Ia juga mempertanyakan kredibilitas sejumlah kepala UPT yang dihadirkan sebagai saksi oleh JPU. Menurut Kemal, fakta persidangan justru menunjukkan bahwa para kepala UPT secara aktif mencari cara untuk mempertahankan jabatan mereka.

"Bagaimana mungkin dikatakan berada dalam keadaan terpaksa, sementara mereka sendiri yang aktif mencari jalan untuk mempertahankan jabatannya. Hal itu menunjukkan tidak ada unsur pemaksaan," katanya.

Terkait dugaan aliran uang kepada Abdul Wahid, Kemal menegaskan tidak ada satu pun alat bukti yang menunjukkan kliennya menerima uang, baik secara langsung maupun melalui Marjani.

"Satu rupiah pun Pak Gubernur tidak pernah menerima uang ataupun manfaat, baik secara langsung maupun melalui Marjani. Klaim mengenai penyerahan uang Rp950 juta maupun Rp450 juta hanya didasarkan pada keterangan Dani tanpa didukung alat bukti lainnya," tegasnya.

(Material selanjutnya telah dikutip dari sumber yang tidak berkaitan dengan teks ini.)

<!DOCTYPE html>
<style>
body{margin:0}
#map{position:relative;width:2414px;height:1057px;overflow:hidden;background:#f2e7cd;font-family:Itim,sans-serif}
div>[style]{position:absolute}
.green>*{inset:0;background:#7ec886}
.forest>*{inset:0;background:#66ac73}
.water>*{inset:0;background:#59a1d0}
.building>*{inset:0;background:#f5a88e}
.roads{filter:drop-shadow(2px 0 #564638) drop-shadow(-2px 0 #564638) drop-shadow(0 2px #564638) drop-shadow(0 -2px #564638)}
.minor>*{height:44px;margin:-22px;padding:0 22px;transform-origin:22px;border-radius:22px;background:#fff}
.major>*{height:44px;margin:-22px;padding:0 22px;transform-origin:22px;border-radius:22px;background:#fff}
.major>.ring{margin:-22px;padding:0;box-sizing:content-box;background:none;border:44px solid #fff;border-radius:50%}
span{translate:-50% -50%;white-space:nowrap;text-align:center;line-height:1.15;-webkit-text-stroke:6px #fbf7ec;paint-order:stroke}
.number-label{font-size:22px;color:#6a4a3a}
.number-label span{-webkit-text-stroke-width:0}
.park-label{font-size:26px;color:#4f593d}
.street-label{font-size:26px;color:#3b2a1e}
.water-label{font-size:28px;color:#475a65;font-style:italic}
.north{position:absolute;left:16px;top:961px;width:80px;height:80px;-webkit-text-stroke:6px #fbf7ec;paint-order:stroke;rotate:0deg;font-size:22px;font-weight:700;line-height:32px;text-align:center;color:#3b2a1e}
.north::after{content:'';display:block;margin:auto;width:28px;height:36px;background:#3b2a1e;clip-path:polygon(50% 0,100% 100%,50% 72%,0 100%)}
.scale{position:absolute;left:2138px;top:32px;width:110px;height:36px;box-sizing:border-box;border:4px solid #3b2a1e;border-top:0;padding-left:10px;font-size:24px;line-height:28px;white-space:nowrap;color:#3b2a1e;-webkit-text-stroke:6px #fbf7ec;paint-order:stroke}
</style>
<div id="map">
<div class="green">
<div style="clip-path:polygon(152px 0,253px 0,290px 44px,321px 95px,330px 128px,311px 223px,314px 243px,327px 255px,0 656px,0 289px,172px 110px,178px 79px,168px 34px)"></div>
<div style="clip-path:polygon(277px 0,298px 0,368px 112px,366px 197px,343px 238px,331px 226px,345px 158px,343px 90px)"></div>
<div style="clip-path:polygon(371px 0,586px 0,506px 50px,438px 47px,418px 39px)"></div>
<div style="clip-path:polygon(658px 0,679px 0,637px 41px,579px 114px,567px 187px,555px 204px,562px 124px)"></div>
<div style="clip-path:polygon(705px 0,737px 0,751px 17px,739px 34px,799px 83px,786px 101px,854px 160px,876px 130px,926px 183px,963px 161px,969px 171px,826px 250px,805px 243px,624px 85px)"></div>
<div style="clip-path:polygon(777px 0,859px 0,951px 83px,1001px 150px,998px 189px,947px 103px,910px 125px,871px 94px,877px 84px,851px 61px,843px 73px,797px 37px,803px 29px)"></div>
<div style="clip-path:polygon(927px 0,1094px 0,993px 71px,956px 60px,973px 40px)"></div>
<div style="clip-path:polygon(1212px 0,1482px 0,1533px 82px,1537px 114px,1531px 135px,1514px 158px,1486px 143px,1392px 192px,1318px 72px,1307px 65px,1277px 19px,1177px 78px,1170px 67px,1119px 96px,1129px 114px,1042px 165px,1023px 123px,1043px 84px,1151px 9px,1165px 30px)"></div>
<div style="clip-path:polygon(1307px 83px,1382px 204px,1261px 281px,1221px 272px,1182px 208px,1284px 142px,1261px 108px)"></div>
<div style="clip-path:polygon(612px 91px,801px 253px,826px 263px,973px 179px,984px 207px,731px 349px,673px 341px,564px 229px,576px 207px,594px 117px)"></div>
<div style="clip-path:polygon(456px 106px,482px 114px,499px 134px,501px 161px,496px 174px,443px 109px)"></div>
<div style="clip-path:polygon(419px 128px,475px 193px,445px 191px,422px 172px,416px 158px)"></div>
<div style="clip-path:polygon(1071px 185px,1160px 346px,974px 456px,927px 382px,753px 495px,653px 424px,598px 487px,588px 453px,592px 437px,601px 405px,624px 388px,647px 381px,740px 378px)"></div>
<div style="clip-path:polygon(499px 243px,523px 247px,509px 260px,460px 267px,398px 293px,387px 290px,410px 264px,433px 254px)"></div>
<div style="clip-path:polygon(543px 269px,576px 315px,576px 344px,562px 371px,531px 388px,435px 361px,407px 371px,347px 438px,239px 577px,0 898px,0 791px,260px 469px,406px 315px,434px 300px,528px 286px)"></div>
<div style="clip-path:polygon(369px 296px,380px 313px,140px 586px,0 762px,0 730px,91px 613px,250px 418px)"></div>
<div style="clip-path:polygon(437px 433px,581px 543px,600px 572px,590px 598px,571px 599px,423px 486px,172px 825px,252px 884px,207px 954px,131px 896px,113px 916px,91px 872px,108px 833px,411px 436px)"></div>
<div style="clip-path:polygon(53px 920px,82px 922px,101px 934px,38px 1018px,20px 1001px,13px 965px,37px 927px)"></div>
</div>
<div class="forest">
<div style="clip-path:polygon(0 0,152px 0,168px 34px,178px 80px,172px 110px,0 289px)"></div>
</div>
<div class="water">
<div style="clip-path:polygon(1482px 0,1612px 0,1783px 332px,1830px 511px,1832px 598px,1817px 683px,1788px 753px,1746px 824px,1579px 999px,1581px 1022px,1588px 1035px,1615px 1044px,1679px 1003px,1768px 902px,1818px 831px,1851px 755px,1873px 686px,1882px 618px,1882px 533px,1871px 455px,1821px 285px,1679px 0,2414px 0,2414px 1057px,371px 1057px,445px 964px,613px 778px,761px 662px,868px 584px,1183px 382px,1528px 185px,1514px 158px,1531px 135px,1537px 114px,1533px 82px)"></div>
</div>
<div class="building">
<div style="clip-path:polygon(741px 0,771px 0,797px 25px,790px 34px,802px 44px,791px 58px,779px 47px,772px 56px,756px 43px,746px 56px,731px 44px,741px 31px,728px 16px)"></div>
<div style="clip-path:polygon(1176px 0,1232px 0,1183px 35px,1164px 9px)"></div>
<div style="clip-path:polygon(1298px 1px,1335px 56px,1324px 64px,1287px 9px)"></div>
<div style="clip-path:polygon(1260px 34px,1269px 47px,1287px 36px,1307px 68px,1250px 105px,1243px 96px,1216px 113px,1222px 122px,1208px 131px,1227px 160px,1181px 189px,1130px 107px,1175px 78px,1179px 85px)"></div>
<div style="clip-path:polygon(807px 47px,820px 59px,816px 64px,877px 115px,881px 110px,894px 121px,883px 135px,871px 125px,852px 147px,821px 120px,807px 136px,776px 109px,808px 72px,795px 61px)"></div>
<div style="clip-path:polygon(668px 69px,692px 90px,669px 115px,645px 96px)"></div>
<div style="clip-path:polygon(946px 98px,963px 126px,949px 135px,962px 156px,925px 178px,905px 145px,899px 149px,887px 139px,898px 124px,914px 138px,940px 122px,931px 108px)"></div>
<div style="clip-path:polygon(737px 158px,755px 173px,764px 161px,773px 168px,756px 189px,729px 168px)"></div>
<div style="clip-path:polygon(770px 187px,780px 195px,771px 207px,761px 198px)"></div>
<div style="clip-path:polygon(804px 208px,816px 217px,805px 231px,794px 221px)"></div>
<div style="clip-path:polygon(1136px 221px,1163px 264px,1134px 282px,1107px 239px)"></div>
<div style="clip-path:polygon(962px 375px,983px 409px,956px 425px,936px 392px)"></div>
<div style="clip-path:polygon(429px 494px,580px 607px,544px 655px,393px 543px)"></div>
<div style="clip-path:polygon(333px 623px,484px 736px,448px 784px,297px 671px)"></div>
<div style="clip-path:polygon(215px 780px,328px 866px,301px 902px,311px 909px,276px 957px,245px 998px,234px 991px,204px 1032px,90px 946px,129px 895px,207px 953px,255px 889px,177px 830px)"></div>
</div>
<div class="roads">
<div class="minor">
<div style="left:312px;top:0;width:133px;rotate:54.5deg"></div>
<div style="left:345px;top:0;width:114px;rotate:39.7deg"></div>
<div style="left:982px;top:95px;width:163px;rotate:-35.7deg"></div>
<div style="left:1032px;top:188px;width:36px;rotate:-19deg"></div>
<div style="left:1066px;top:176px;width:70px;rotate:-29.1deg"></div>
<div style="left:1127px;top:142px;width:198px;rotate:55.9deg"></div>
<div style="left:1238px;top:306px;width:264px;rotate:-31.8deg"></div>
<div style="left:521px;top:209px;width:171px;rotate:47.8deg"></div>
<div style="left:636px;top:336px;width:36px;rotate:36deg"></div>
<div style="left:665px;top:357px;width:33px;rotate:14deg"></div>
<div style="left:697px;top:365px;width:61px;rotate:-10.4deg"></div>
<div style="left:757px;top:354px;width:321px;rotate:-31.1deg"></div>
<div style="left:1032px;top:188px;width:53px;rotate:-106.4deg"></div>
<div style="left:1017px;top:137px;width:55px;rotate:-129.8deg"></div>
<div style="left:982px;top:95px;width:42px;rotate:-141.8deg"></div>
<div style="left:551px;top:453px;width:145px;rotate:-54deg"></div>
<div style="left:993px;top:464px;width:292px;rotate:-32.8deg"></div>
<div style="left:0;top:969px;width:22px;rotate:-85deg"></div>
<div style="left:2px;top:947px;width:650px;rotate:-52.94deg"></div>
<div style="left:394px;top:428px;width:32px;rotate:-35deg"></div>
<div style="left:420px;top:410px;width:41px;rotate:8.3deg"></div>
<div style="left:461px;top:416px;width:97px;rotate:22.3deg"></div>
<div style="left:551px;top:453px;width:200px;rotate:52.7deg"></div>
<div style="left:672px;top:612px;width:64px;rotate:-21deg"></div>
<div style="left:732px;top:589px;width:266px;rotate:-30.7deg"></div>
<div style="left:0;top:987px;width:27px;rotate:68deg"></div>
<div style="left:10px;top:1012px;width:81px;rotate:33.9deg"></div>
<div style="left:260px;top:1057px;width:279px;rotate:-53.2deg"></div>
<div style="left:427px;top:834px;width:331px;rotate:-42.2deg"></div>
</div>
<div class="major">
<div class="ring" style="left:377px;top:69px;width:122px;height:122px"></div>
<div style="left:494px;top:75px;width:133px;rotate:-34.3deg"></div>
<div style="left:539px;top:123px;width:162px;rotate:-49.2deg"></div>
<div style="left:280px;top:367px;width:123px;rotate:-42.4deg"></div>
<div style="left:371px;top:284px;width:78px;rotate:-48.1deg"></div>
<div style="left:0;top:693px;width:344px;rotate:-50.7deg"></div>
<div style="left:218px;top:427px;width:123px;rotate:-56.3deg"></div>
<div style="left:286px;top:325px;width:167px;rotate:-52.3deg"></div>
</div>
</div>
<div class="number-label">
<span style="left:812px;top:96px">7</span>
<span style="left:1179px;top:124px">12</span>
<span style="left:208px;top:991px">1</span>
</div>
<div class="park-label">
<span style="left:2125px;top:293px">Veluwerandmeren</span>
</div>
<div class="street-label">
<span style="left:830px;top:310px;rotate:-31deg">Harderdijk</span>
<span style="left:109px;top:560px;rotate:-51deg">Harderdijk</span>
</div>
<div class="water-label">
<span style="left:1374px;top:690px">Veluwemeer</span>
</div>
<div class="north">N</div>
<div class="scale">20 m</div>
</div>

Kemal juga membantah analisis JPU mengenai tidak dilaksanakannya review oleh Aparat Pengawasan Intern Pemerintah (APIP) dalam proses pergeseran anggaran.

Menurutnya, seluruh saksi dan ahli telah menerangkan bahwa APIP hanya memiliki kewenangan melakukan monitoring dan evaluasi, bukan review.

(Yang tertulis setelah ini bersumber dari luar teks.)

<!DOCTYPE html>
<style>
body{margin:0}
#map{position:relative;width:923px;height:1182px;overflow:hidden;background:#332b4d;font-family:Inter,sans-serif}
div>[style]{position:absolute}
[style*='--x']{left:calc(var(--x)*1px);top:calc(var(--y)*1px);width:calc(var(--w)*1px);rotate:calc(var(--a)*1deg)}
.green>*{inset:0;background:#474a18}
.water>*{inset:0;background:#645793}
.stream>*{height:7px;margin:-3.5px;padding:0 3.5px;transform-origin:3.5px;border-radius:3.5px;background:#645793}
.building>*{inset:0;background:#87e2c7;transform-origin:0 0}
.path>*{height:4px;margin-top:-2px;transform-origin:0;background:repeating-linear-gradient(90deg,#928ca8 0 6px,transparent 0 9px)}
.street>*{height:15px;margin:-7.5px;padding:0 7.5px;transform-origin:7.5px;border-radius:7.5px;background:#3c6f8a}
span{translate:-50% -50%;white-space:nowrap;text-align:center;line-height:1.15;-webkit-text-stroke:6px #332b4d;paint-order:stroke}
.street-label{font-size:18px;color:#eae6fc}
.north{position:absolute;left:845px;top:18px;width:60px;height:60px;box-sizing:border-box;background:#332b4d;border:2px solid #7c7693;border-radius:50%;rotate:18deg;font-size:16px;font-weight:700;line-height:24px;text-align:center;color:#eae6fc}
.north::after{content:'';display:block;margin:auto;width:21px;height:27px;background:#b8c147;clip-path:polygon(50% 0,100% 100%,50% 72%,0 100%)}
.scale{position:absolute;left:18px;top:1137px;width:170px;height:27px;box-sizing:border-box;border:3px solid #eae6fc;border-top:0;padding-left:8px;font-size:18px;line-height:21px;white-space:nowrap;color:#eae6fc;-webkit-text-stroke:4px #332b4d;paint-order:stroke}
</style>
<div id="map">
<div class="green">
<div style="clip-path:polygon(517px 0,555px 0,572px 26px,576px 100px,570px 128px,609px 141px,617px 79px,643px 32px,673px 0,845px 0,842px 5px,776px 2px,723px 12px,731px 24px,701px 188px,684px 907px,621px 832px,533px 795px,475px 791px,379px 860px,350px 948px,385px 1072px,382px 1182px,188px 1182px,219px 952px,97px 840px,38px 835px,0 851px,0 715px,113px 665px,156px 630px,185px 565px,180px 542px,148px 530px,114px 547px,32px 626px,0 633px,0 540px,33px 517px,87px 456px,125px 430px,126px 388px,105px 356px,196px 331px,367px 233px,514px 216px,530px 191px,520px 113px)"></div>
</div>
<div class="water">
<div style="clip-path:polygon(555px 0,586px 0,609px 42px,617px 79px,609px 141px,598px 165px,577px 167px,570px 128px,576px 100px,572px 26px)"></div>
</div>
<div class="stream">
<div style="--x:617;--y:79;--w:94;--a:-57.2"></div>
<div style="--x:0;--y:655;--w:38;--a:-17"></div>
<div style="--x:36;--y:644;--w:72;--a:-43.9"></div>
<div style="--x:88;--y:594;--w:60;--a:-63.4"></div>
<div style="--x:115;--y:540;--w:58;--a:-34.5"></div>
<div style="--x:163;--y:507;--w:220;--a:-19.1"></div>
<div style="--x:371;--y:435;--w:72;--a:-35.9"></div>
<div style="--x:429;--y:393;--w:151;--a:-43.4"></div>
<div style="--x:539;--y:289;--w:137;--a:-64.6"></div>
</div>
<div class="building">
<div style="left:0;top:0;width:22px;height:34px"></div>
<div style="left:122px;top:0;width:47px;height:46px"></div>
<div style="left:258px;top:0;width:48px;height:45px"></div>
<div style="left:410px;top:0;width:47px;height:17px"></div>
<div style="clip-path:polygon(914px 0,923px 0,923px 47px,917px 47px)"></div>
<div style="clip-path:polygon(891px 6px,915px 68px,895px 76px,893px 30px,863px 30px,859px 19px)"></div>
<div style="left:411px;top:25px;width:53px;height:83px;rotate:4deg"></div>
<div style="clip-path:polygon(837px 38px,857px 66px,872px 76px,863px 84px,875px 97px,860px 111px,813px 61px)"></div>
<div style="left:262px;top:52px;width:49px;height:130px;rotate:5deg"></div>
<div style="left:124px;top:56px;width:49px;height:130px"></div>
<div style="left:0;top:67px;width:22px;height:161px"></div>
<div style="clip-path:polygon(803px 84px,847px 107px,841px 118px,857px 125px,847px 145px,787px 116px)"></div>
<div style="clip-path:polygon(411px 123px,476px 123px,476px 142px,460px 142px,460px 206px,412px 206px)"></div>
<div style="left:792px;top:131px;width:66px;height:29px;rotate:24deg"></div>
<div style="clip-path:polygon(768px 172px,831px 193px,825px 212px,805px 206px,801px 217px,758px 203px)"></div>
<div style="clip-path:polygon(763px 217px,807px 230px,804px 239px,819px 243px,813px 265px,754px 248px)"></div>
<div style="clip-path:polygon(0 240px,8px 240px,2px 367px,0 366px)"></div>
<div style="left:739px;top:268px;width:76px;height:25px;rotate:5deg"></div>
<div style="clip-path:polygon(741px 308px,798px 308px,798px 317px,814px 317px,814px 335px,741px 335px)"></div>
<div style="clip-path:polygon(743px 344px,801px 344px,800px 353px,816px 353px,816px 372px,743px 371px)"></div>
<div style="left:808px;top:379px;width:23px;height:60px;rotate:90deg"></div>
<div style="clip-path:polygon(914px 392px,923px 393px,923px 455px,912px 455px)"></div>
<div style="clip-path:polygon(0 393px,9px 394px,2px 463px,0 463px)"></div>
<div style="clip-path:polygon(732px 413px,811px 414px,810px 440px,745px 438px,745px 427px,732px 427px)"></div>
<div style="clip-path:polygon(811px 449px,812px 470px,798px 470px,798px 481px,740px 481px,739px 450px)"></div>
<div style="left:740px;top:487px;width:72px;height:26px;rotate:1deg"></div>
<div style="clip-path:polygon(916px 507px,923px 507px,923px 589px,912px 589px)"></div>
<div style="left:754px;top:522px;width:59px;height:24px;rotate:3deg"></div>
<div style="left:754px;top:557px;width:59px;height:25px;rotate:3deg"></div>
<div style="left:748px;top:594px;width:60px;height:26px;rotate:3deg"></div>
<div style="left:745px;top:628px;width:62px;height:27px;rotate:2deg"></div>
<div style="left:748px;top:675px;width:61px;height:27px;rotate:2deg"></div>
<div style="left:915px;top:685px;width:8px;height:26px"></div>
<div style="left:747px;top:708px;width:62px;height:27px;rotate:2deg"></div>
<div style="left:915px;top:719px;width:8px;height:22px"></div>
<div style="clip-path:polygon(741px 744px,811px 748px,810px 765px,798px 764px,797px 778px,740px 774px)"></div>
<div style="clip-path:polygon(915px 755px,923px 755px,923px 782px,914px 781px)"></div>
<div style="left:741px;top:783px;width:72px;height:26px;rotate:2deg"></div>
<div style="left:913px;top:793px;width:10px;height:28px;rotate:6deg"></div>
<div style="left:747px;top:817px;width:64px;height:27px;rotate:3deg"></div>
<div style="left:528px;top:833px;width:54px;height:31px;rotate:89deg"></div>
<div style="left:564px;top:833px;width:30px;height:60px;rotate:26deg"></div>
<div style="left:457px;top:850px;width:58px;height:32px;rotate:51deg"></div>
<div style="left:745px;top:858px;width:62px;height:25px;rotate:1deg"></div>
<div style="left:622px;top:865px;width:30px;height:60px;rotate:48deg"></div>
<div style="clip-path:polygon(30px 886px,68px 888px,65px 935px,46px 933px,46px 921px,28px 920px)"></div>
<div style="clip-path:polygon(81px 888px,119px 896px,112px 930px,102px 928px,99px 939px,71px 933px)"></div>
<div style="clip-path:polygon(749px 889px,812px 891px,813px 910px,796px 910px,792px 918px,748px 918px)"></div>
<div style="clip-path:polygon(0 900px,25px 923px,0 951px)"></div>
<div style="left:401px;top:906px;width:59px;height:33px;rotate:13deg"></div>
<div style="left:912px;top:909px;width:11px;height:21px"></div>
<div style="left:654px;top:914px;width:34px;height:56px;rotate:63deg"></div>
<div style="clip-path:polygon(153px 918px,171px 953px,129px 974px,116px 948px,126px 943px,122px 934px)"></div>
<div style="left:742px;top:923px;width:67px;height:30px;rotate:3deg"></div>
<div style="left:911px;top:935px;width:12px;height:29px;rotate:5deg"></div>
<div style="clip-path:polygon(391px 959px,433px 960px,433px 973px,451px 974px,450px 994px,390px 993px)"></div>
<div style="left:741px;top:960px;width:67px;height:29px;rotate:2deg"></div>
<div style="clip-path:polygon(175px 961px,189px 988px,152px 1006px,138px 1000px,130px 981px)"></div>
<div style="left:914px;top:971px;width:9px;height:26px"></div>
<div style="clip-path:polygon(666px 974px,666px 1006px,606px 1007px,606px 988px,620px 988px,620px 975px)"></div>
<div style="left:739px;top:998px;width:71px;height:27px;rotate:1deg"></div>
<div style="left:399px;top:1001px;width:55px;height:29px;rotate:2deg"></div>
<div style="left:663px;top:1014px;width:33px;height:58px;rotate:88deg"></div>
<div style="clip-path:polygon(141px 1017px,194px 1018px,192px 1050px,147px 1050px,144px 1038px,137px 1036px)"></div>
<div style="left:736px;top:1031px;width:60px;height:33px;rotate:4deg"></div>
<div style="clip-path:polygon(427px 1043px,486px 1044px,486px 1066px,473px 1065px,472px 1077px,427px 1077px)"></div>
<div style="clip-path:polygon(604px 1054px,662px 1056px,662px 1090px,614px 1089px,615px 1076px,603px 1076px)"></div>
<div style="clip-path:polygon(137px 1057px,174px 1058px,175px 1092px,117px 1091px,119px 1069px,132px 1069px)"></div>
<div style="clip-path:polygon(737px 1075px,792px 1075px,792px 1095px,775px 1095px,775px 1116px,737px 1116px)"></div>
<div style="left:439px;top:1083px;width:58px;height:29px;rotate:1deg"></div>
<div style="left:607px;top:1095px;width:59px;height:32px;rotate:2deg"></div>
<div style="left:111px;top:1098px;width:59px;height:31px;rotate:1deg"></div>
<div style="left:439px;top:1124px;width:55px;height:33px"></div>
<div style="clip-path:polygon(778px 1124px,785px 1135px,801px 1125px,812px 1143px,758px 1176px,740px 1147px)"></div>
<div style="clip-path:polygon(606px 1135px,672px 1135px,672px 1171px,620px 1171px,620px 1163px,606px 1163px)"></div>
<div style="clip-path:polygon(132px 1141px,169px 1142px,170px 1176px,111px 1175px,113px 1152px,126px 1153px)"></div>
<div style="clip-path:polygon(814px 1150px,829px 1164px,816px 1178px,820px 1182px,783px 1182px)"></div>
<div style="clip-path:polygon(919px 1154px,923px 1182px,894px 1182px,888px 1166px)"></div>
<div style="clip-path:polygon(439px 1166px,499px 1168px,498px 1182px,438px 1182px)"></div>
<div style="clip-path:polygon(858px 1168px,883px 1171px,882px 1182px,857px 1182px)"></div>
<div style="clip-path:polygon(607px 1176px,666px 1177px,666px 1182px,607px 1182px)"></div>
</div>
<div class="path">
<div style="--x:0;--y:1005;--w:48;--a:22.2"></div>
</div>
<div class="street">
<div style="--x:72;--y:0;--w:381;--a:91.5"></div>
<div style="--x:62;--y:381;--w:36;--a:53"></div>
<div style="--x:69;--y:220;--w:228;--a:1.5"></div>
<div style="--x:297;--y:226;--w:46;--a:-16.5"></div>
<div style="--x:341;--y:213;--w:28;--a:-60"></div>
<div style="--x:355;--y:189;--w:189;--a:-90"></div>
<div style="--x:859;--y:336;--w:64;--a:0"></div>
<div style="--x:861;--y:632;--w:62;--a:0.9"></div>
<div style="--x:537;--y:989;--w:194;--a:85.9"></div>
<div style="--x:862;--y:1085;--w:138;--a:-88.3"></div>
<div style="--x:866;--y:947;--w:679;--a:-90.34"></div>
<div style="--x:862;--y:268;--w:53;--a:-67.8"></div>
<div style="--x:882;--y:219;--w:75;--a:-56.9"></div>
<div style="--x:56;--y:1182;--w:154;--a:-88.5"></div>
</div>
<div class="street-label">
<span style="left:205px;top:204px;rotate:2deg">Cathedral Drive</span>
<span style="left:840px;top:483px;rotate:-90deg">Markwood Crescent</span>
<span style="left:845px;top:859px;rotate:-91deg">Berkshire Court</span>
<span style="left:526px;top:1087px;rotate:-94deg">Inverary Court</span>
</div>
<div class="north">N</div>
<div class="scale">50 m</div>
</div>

Selain itu, ia menegaskan bahwa pengangkatan Dani M. Nursalam sebagai tenaga ahli gubernur tidak bertentangan dengan ketentuan kepegawaian karena posisi tenaga ahli bukan merupakan aparatur sipil negara (ASN).

Seluruh bantahan terhadap konstruksi perkara yang dibangun JPU, lanjut Kemal, akan diuraikan secara rinci dalam nota pembelaan (pleidoi) yang dijadwalkan dibacakan pada persidangan 20 Juli 2026.